C’est la révolte des petits Mickeys ! Imaginez environ 600 auteurs, scénaristes, coloristes de bande dessinée, en train de manifester. " La BD est fâchée, la BD est fauchée ! " pouvait-on entendre dans la manif. En tête de cortège, des têtes connues du monde du 9e art : Lewis Trondheilm, Pénélope Bagieux, André Juillard, Boulet, Fabrice Neaud, Benoît Peeters… Organisée par le SNAC BD (Syndicat national des auteurs de bande dessinée), cette manifestation s’est déroulée dans un esprit bon enfant, samedi 31 janvier à Angoulême, en plein 42e Festival. La veille, déjà, des " états généraux de la BD " avaient réunis 300 personnes dans la salle Nemo de la CIBDI (Cité internationale de la bande dessinée) pour faire le point sur une profession finalement méconnue, et confrontés à de nombreux problèmes. Paupérisation des auteurs de bande dessinée, droits d’auteurs menacés par Bruxelles, diffusion des albums BD (5000 sorties en réforme du 700 il y a 20 ans), et régime des retraites. C’est surtout cette dernière inquiétude qui a fait débordé le vase : une réforme du RAAP (Régime de retraite complémentaire des artistes et auteurs professionnels), proposée par le gouvernement, un peu sortie de nulle part et sans concertation selon Fabien Vehlmann du SNAC BD, propose une augmentation de 8 % ce qui équivaut à un mois de salaire environ pour des auteurs qui vivent déjà très chichement (lire l'encadré statistique). " Il y a 1500 auteurs qui tirent un revenu de leur art.

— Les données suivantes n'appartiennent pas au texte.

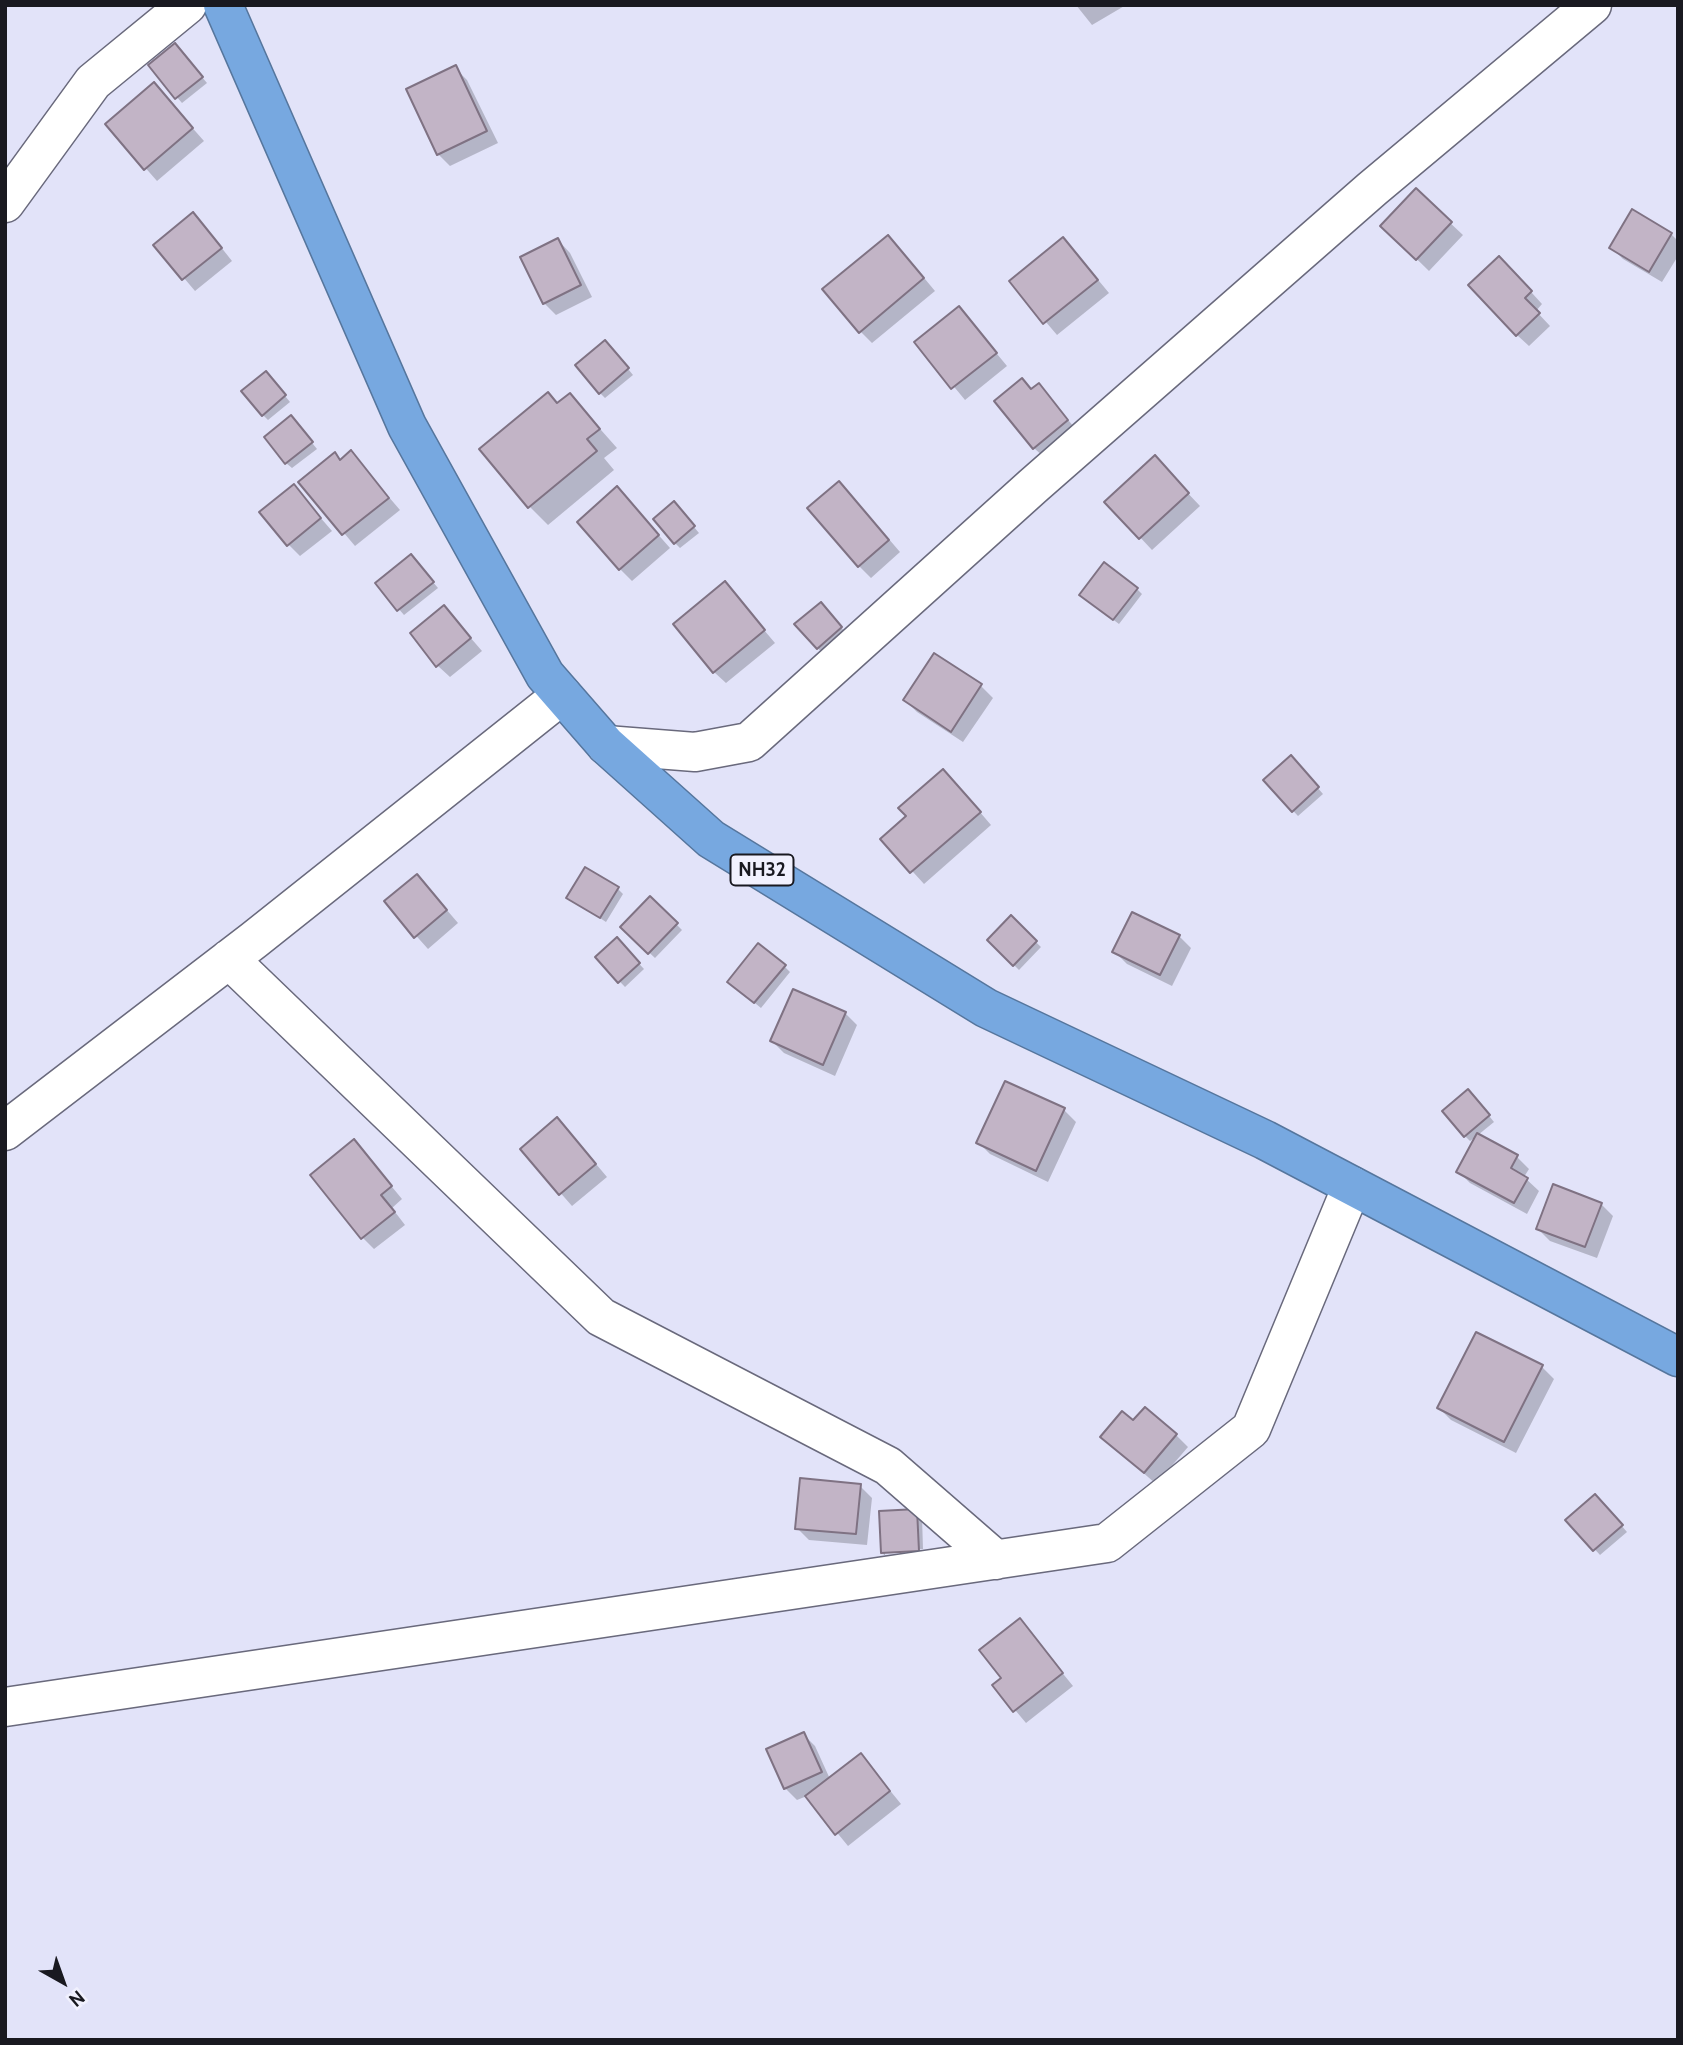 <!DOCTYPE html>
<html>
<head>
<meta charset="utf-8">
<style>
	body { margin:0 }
	#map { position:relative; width:1683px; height:2045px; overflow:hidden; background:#e2e3f9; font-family:Cabin,sans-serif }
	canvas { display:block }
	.frame { position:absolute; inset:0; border:7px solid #191920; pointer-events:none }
	.north { position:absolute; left:28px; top:1947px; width:70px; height:70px; -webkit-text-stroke:5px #f1f1fe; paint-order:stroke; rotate:140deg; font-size:19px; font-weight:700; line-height:28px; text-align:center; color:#191920 }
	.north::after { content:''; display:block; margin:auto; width:24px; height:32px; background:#191920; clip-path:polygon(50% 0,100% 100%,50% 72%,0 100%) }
</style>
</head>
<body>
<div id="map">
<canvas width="1683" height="2045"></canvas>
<div class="frame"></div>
<div class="north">N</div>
</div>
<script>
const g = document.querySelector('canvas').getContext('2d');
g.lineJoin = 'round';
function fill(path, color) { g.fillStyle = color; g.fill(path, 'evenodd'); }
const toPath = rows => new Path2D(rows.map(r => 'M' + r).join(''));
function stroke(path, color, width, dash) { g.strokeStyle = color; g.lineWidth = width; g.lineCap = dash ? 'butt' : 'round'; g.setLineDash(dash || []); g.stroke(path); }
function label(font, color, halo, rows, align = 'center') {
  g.font = font + ' Cabin,sans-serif'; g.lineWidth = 5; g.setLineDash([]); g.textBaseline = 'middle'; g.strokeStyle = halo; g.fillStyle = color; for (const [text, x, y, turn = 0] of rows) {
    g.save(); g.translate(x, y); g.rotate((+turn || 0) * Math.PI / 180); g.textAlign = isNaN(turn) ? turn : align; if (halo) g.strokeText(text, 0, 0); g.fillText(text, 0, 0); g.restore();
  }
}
const shadow = toPath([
	[1076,5,1126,5,1092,25],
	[180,51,207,83,182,103,150,66],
	[455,68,467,80,498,143,450,166,438,154],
	[165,97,204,141,157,181,107,124],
	[1416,191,1463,235,1429,271,1383,226],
	[1632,212,1671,234,1678,241,1678,256,1662,282,1623,259,1611,247],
	[205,227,232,261,195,291,156,245],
	[558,240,570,253,592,297,556,315,544,303],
	[900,249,935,291,872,343,860,331],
	[1075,252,1109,293,1057,335,1011,281],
	[1511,270,1542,304,1536,311,1550,326,1529,346,1517,335],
	[959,308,1007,366,965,400,917,342],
	[611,348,633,375,605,398,600,393],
	[271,379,290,402,268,420,263,415],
	[1039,385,1079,433,1046,459,1034,448],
	[570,395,617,448,604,458,614,470,548,525,530,507,482,449,558,405],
	[296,423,317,449,292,468,286,463],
	[351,453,400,510,355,546,301,482,335,455,341,461],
	[1166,470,1200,506,1152,550,1107,502],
	[294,487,332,531,300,556,288,544],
	[617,488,670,548,632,581,620,569],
	[851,495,900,552,871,578,859,566],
	[679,509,699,533,680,548,675,543],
	[416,562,438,588,404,615,377,584],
	[725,584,775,643,726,683,714,672],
	[1137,589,1142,594,1119,624,1087,600],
	[444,607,482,651,450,677,438,666],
	[826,610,846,633,823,654,797,624],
	[981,686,993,698,963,742,917,712,905,700],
	[1296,763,1323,794,1298,816,1265,781],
	[955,783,991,825,924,884,883,839,909,816],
	[428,888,458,923,428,949,386,902],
	[617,888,623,894,606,922,568,897],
	[650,898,682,930,655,958,622,927],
	[1011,918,1041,947,1019,970,989,940],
	[1179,936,1191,948,1172,986,1127,964,1115,952],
	[617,940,644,969,625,987,597,958],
	[784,966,790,972,761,1008,735,987],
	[845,1013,857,1025,835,1076,784,1053,772,1041],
	[1474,1097,1494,1122,1478,1135,1517,1157,1529,1169,1524,1177,1539,1191,1527,1214,1470,1183,1458,1171,1477,1136,1470,1141,1465,1136],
	[1064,1110,1076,1122,1048,1182,990,1154,978,1142],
	[569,1132,607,1177,572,1206,522,1149],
	[354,1141,402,1199,392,1208,405,1225,374,1249,362,1237],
	[1601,1204,1613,1216,1597,1258,1550,1241,1538,1229],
	[1542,1367,1554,1379,1516,1453,1451,1420,1439,1408],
	[1133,1423,1176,1435,1188,1447,1156,1484,1115,1448],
	[860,1486,872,1498,867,1545,809,1540,797,1528],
	[1601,1502,1627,1532,1600,1555,1568,1520],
	[881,1513,922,1517,923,1549,885,1551,885,1555,924,1553,888,1558,882,1553],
	[1020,1621,1073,1686,1026,1723,995,1686,1004,1678],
	[803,1734,815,1746,830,1779,861,1755,901,1804,848,1846,807,1796,797,1800,785,1788]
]);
const building = toPath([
	[175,43,203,77,175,99,148,65,175,43],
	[456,65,487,131,437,155,406,89,456,65],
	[154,82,193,128,144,170,105,124,154,82],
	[1416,188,1452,222,1416,260,1380,226,1416,188],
	[1632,209,1672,233,1649,272,1609,248,1632,209],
	[193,212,222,248,182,280,153,245,193,212],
	[888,235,924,278,859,333,822,289,888,235],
	[1063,237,1098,280,1043,324,1009,281,1063,237],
	[558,238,581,285,543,304,520,257,558,238],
	[1499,256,1532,291,1525,298,1540,313,1516,336,1468,285,1499,256],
	[959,306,997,353,951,389,914,342,959,306],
	[605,340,629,368,599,394,575,365,605,340],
	[266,371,286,395,262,416,241,391,266,371],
	[1022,378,1031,389,1039,383,1068,420,1033,449,994,401,1022,378],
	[548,392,557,403,570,393,600,429,587,439,597,451,528,508,479,449,548,392],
	[291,415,313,442,285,464,264,437,291,415],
	[351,450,389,498,342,535,298,482,335,452,340,460,351,450],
	[1155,455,1189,493,1139,539,1104,502,1155,455],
	[839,481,889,540,858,567,807,508,839,481],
	[294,484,321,518,287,546,259,512,294,484],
	[617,486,659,535,619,570,577,522,617,486],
	[674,501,695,526,674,544,653,519,674,501],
	[411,554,434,582,397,611,375,583,411,554],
	[1104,562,1138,588,1113,620,1079,595,1104,562],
	[725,581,765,630,713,673,673,624,725,581],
	[821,602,842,627,817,649,794,624,821,602],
	[444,605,471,638,436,667,410,633,444,605],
	[934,653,982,684,951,732,903,700,934,653],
	[1291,755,1319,787,1292,812,1263,780,1291,755],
	[943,769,981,812,910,873,880,839,906,816,898,808,943,769],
	[585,867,619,887,600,918,566,898,585,867],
	[417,874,447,910,414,938,384,901,417,874],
	[650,896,678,923,648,954,620,927,650,896],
	[1132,912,1180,935,1160,975,1112,952,1132,912],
	[1011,915,1037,941,1013,966,987,940,1011,915],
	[617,937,640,963,618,983,595,957,617,937],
	[758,943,786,965,754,1003,727,982,758,943],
	[793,989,846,1012,823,1065,770,1041,793,989],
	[1005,1081,1065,1108,1036,1171,976,1143,1005,1081],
	[1468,1089,1490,1115,1464,1137,1442,1111,1468,1089],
	[557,1117,596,1164,559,1195,520,1149,557,1117],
	[1477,1133,1518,1155,1511,1168,1528,1178,1514,1203,1456,1172,1477,1133],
	[354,1139,392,1186,381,1195,395,1212,361,1239,310,1175,354,1139],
	[1553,1184,1602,1203,1585,1247,1536,1229,1553,1184],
	[1476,1332,1543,1365,1504,1442,1437,1408,1476,1332],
	[1145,1407,1177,1434,1144,1473,1100,1437,1122,1411,1133,1420,1145,1407],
	[800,1478,861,1484,856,1534,795,1529,800,1478],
	[1595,1494,1623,1525,1593,1551,1565,1520,1595,1494],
	[917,1509,919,1551,881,1553,879,1511,917,1509],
	[1020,1618,1063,1673,1013,1712,992,1685,1001,1678,979,1650,1020,1618],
	[804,1732,822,1772,784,1789,766,1749,804,1732],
	[861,1753,890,1791,835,1835,805,1796,861,1753]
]);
const minor = toPath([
	[5,203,93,82,187,5],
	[606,745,695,752,749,742,1033,486,1372,189,1592,5],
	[229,959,601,1317,888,1466,996,1560],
	[5,1131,254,940,562,695],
	[5,1707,1107,1543,1251,1429,1352,1186]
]);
const highway = toPath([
	[223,5,407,426,545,675,606,745,711,839,986,1008,1265,1140,1678,1357]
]);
const shields = [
	[762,870,63]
];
const shieldNames = [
	["NH32",762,870]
];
fill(shadow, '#0003');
fill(building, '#c2b4c6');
stroke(building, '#7f7283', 2);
stroke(minor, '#69697c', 41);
stroke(highway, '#56769d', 41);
stroke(minor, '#fff', 38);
stroke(highway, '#77a8e0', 38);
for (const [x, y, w] of shields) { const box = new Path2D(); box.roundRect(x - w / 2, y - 15.5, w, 31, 5); g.fillStyle = '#f1f1fe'; g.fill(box); stroke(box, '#191920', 2); }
label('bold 19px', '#191920', null, shieldNames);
</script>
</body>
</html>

Parmi eux, une cinquantaine de vedettes, 100 à 200 classe moyenne, les autres vivent d’un Smic et encore souvent moins ! " explique Benoît Peeters, qui collabora longtemps avec François Schuiten aux éditions Casterman.

 

Troisième place au PIB

 

Réputé pour son individualisme et son manque d’organisation, le petit monde de la BD a tout de même prouvé le contraire, lors de cette marche pacifique qui s’est conclu devant l’hôtel de ville d’Angoulême, où Fabien Vehlmann, scénariste, a lancé un appel au Président François Hollande, appel qui a du raisonner aux oreilles de sa ministre de la Culture Fleur Pellerin, en viste au FIBD dimanche 1er février. " Dessiner n’est pas anodin, ce qu’on fait a un sens. Les attentats contre Charlie Hebdo sont une violente et aberrante piqure de rappel ", a-t-il lancé en préambule, sous la façade de la mairie où est accrochée une banderole rappelant le nom des victimes de ces attentats. " Monsieur le Président, nous vous demandons de négocier avec les vrais partenaires sociaux : les représentants des auteurs et artistes. Les 8 % demandés, c’est trop ! Monsieur le Président, faut-il vous rappeler que les auteurs et les artistes, outre leur importance symbolique et culturelle sont aussi à l’origine d’une richesse économique qui confère au secteur la 3e place au PIB, devant l’industrie automobile. "

 

Les auteurs de bande dessinée restent mobilisés en attendant, espèrent-ils, un nouveau dialogue, lassés de ne pas être entendus depuis 6 mois. Il serait étonnant que vendredi 6 février à Blois, lors de l’inauguration de la Maison de la Bande dessinée, la révolte des petits Mickeys ne trouve pas un écho de la marche de sa grande sœur angoumoisine.

 

F.S

 

 

La BD en chiffres (2014)

 

• 2 % de baisse de chiffre d’affaires dans l’édition de la BD en 2014 par rapport à 2013.
• 35 millions d’albums vendus.
• 409 millions d’euros de recette, 5.500 albums publiés.
• 232.000 exemplaires : la plus grosse vente (le dernier album de la série Black & Mortimer).
• 349 éditeurs de BD.
• 1 % de la vente en digital (3 à 4 % pour le livre).
• 1500 auteurs tirent un revenu de la BD. 500 en vivent exclusivement. 200 auteurs vivent à Angoulême.

(source : Charente Libre)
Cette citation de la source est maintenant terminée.